Exercise details >>
Each line with the string "getContext" is to be copied from the records below.

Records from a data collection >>

--*--

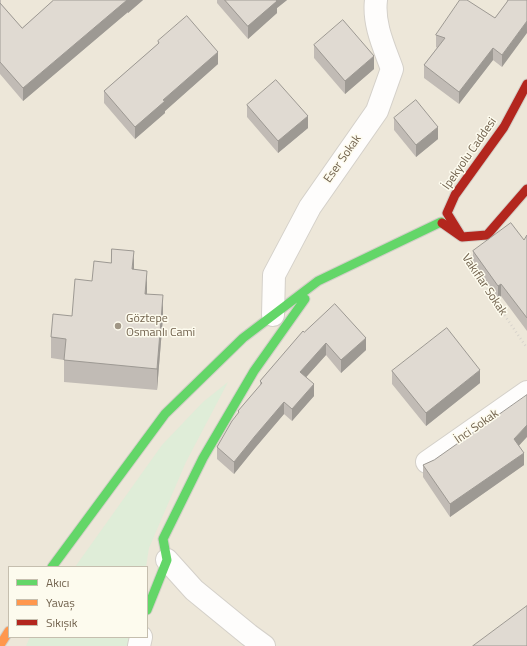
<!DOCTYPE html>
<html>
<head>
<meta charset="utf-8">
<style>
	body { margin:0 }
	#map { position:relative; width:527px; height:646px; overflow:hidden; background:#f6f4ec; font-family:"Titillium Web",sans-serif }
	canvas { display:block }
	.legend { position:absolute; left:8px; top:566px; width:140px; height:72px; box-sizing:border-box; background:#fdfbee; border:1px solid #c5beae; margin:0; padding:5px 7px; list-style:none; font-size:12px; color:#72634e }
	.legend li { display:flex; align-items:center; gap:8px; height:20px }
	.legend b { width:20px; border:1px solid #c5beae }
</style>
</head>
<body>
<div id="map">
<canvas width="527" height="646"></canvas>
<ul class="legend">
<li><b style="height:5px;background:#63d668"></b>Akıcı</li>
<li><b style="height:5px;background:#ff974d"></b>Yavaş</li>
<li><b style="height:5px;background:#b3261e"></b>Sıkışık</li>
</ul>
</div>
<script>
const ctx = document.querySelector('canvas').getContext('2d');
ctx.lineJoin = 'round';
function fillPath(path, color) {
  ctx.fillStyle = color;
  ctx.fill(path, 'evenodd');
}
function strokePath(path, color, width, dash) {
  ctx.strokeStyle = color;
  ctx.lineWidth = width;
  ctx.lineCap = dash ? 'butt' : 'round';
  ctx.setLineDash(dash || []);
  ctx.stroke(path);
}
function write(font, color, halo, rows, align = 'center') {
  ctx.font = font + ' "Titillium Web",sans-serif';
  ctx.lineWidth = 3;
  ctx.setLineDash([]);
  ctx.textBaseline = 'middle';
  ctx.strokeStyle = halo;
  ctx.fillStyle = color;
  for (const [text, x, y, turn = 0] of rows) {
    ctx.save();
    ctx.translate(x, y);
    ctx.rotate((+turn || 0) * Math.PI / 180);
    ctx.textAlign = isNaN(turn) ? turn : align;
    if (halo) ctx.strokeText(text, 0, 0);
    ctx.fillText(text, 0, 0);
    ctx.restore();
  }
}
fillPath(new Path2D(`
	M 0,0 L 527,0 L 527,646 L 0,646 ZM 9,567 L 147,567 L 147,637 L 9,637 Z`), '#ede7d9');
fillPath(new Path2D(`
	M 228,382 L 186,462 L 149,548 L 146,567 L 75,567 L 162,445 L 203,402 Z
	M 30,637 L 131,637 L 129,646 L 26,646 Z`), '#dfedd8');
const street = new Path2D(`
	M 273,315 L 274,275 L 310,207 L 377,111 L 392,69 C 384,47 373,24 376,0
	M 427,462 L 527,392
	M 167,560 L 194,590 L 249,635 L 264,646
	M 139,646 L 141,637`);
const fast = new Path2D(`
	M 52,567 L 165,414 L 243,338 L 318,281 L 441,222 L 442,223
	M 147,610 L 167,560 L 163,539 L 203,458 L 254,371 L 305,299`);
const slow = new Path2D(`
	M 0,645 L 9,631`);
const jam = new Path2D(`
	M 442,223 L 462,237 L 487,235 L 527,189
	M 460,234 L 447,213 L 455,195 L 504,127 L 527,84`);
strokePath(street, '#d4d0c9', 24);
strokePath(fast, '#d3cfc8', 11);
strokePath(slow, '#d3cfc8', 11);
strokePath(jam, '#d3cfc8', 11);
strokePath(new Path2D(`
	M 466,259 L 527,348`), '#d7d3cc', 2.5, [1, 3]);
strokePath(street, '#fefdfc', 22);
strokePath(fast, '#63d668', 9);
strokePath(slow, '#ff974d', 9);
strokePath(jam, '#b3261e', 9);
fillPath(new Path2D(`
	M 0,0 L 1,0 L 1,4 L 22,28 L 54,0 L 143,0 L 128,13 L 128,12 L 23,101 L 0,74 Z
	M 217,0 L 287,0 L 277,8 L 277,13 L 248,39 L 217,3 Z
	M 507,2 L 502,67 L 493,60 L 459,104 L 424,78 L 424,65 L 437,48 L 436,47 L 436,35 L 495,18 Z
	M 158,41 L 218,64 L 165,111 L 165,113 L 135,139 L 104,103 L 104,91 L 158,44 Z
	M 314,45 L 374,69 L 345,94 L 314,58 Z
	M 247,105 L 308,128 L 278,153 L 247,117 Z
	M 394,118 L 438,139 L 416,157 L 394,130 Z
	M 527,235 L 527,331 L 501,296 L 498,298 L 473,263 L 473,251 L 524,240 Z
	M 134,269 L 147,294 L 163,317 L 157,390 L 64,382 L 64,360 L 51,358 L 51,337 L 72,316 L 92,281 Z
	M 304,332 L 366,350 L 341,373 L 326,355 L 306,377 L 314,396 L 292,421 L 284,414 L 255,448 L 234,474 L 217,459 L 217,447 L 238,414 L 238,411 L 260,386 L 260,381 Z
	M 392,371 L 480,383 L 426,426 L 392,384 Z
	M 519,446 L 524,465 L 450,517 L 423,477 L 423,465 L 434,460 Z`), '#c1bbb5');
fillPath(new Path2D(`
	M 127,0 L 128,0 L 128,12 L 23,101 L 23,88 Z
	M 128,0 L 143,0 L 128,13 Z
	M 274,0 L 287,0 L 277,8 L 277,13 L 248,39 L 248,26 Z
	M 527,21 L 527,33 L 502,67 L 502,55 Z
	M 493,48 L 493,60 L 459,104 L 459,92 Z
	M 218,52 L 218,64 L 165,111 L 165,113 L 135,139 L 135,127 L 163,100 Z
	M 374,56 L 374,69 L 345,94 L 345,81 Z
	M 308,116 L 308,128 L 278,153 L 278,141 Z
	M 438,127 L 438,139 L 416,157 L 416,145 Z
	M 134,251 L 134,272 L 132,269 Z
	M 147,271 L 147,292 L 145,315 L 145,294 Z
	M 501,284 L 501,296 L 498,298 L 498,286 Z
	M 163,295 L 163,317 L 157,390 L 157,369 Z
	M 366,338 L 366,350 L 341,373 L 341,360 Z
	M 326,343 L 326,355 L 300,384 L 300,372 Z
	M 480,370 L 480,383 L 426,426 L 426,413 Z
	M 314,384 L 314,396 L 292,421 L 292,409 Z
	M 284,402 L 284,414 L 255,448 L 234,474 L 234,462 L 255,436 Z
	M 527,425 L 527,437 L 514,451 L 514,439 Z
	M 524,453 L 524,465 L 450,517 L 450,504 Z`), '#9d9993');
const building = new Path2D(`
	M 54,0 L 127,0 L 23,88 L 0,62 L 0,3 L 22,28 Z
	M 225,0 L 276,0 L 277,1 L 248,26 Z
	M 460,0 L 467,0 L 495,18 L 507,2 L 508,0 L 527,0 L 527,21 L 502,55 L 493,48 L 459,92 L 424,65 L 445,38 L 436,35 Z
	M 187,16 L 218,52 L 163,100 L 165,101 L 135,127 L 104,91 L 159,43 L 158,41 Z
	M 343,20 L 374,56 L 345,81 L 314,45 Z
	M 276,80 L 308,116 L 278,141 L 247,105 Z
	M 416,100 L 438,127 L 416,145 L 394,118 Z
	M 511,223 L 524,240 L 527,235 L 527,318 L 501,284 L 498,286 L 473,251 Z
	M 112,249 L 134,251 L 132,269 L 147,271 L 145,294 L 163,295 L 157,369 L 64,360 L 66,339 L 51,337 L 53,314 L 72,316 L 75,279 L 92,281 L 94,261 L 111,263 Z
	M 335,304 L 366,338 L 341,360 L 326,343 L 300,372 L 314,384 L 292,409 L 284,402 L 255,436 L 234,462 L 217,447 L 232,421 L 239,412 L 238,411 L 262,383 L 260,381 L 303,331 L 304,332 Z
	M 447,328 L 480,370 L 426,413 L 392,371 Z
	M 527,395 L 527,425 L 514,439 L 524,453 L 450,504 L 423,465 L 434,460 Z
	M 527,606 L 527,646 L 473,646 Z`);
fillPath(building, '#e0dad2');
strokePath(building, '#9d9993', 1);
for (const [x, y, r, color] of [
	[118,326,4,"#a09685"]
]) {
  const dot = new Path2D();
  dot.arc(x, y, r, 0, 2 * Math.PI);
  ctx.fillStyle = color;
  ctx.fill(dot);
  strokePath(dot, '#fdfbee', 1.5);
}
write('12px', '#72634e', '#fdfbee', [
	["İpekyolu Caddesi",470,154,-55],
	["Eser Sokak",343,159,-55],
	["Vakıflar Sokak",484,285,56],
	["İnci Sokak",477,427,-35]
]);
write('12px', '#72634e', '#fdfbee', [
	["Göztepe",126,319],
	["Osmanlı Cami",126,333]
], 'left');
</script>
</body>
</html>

--*--

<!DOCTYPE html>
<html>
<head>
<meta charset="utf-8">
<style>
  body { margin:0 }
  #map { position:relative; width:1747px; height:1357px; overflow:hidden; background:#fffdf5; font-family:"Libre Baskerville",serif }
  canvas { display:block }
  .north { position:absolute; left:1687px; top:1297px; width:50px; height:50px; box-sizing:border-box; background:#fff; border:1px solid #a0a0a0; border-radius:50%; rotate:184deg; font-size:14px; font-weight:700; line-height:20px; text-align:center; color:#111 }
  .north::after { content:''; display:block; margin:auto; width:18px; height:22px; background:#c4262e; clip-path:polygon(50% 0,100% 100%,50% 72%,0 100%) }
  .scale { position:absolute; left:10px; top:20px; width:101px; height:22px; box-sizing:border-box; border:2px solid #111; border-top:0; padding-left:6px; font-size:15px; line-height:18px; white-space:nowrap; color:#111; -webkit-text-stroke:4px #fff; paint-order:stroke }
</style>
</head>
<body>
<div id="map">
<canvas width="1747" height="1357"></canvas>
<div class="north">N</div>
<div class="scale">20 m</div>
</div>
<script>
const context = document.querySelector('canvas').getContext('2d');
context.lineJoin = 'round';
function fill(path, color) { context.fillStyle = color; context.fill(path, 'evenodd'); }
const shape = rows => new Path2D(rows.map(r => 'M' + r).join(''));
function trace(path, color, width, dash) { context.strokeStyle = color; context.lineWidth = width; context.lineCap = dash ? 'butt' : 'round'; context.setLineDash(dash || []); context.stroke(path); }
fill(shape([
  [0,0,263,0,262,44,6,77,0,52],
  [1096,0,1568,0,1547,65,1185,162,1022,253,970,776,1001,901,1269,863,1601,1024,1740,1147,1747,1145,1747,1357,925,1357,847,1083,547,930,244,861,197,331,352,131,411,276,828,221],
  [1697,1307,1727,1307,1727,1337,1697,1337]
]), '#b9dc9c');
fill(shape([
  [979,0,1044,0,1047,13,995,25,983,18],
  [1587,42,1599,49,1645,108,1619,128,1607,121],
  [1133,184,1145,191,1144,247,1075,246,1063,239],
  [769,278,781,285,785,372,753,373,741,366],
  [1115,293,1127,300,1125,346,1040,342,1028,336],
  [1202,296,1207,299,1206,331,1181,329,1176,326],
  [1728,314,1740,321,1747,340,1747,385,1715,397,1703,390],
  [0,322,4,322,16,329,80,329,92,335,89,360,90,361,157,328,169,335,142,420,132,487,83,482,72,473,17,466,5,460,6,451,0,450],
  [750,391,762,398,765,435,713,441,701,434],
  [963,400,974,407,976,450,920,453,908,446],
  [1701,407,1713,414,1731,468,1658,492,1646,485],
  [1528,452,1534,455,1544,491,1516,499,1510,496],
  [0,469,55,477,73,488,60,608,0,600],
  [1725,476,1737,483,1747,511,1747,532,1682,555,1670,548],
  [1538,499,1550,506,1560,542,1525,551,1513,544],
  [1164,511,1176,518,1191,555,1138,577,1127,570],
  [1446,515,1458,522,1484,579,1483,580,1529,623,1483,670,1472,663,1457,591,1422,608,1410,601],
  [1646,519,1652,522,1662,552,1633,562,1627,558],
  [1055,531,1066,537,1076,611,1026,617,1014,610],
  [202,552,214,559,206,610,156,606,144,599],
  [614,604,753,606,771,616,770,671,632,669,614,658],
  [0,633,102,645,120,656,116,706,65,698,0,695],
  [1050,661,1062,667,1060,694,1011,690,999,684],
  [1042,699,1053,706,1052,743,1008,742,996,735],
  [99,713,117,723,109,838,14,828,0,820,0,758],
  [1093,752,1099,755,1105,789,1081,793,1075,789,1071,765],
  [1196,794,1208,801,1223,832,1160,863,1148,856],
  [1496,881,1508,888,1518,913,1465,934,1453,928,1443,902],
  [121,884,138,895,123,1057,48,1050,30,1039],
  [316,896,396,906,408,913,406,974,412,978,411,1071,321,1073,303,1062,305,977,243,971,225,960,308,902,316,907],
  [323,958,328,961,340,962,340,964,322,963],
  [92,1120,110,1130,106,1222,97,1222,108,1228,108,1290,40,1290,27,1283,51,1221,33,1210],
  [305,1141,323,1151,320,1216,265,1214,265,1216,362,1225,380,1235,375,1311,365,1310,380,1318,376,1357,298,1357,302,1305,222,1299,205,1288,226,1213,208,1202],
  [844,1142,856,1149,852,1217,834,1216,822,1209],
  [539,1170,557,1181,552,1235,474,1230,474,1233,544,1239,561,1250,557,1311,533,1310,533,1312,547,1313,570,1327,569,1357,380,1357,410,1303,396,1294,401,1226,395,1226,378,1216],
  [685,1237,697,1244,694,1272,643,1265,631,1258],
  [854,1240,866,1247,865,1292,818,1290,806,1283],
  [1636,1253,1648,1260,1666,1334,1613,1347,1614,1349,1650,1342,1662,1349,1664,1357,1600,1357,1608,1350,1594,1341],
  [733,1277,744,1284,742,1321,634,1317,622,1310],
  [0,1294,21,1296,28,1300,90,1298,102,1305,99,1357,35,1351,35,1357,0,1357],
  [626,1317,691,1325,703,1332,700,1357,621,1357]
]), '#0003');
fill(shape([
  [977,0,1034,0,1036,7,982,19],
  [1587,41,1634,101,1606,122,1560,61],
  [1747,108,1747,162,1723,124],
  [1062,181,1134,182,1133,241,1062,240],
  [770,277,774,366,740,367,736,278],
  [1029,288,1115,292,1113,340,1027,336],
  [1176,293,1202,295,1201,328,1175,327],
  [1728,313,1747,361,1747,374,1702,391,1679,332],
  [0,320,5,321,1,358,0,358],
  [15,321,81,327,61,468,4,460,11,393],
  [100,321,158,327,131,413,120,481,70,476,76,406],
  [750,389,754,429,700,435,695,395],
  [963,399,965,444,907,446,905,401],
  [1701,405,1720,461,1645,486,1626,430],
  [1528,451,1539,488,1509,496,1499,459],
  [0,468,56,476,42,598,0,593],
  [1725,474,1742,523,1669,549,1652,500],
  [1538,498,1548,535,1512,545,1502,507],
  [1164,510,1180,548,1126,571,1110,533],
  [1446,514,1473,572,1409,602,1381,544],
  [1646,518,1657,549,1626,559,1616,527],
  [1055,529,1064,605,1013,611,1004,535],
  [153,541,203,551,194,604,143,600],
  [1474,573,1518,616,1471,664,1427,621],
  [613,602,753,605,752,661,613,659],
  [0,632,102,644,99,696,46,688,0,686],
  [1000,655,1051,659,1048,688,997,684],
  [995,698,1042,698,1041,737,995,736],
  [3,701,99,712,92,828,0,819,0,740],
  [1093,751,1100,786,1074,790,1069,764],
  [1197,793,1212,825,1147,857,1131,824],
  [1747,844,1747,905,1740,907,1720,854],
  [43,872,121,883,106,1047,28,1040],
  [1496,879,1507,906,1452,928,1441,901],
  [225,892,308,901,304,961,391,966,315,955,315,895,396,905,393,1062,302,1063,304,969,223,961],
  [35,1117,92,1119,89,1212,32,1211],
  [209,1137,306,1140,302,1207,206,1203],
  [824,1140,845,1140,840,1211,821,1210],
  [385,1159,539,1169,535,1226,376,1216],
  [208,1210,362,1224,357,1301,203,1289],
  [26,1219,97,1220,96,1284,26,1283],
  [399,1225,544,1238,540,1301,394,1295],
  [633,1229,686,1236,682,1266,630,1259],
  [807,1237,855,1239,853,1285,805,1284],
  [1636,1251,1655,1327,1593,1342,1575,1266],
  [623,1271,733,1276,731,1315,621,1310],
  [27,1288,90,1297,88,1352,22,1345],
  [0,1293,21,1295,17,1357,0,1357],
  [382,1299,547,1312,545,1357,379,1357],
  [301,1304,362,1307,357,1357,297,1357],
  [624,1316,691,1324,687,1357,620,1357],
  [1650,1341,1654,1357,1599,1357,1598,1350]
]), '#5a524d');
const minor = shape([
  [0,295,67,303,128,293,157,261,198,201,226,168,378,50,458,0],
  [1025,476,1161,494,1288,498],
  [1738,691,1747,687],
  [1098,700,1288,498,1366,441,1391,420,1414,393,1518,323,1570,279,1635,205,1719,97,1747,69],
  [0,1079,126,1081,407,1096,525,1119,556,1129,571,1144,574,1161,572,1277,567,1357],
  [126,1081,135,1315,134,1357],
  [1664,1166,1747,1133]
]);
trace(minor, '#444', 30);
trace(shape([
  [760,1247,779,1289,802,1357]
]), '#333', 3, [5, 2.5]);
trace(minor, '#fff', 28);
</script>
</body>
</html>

--*--

Response area >>
const ctx = document.querySelector('canvas').getContext('2d');
const context = document.querySelector('canvas').getContext('2d');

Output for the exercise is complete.